Il viceversa è ben più vero; esistono, infatti, una storia ed una storiografia fatta da uomini che hanno potuto ignorare tutto o quasi dell'altro sesso: tale è la storia che si studia a scuola e all'università, come ha messo in evidenza la critica femminista. Gli studi femministi, d'altra parte, finora non hanno potuto correggere quest'asimmetria, perché, nonostante la loro riconosciuta buona qualità, non riescono ad interagire con la storiografia di tipo tradizionale, quella dominata, negli argomenti come nei linguaggi, nei punti di vista e nei criteri di vero, falso, dalla storia degli uomini.
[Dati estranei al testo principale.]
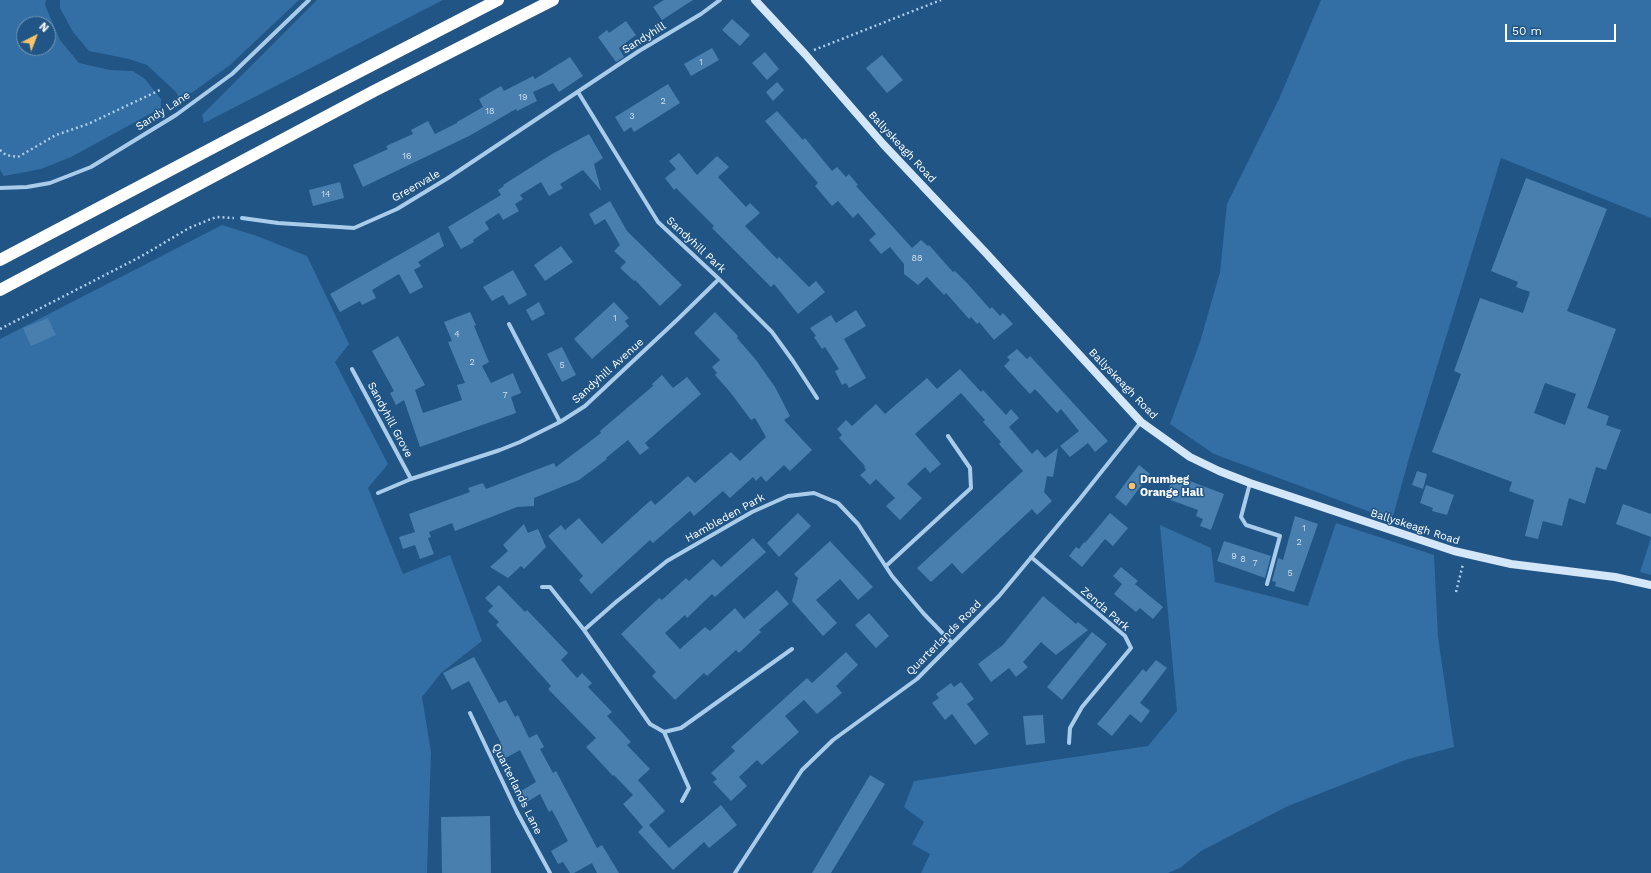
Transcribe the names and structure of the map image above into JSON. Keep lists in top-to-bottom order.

Lo costata una studiosa che a quegli studi si dedica da decenni:<<E' evidente, per esempio, che in gran parte degli attuali sviluppi della storiografia, dalla storia politica a quella economica, alla storia della cultura e della vita quotidiana, non c'è traccia, se non in misura molto ridotta, né delle donne come oggetto di studio né delle donne che si occupano professionalmente di storia, né delle femministe impegnate nella storia delle donne>> (8). (nota 8: Paola Di Cori (cur.), Altre storie. La critica femminista alla storia, Clueb, Bologna, 1996, p.17 Le parole citate sono tratte dall'Introduzione, della stessa Di Cori). Questa situazione, ovviamente, può cambiare in futuro e fin d'ora è lecito chiedersi se non sia una risposta difensiva, l'evitamento di un'alterità non integrabile nel proprio orizzonte.
Ebbene, proprio da questo punto di vista la tradizione mistica occidentale, dal sec. XII-XIII in avanti, costituisce un caso a parte e degno di nota. C'è in essa, infatti, una presenza femminile da cui né i protagonisti maschili né gli studiosi, poi, hanno potuto prescindere interamente. […]
Detto alla buona, nella rappresentazione della storia del genere umano, gli intellettuali sono riusciti a mettere sistematicamente tra parentesi l'altro che è donna (10) (nota 10: Questa formula, l'altro che è donna, traduce esattamente il sottotitolo del più celebre libro di Luce Irigaray, Speculum. De l'autre femme.,Minuit, Paris, 1974 che in italiano abbiamo tradotto con <<l'altra donna>> (Speculum, Feltrinelli, Milano, 1976). Ma non si è potuto fare lo stesso quando si è trattato di raccontare la storia dei rapporti tra il genere umano e Dio; mi riferisco ai rapporti diretti e personali, ossia a tutto ciò che si mette sotto il titolo di mistica o di spiritualità non alla religione né alla teologia>>
( l'Introduzione ampiamente stralciata sta in http://www.url.it/donnestoria/testi/sommario.htm)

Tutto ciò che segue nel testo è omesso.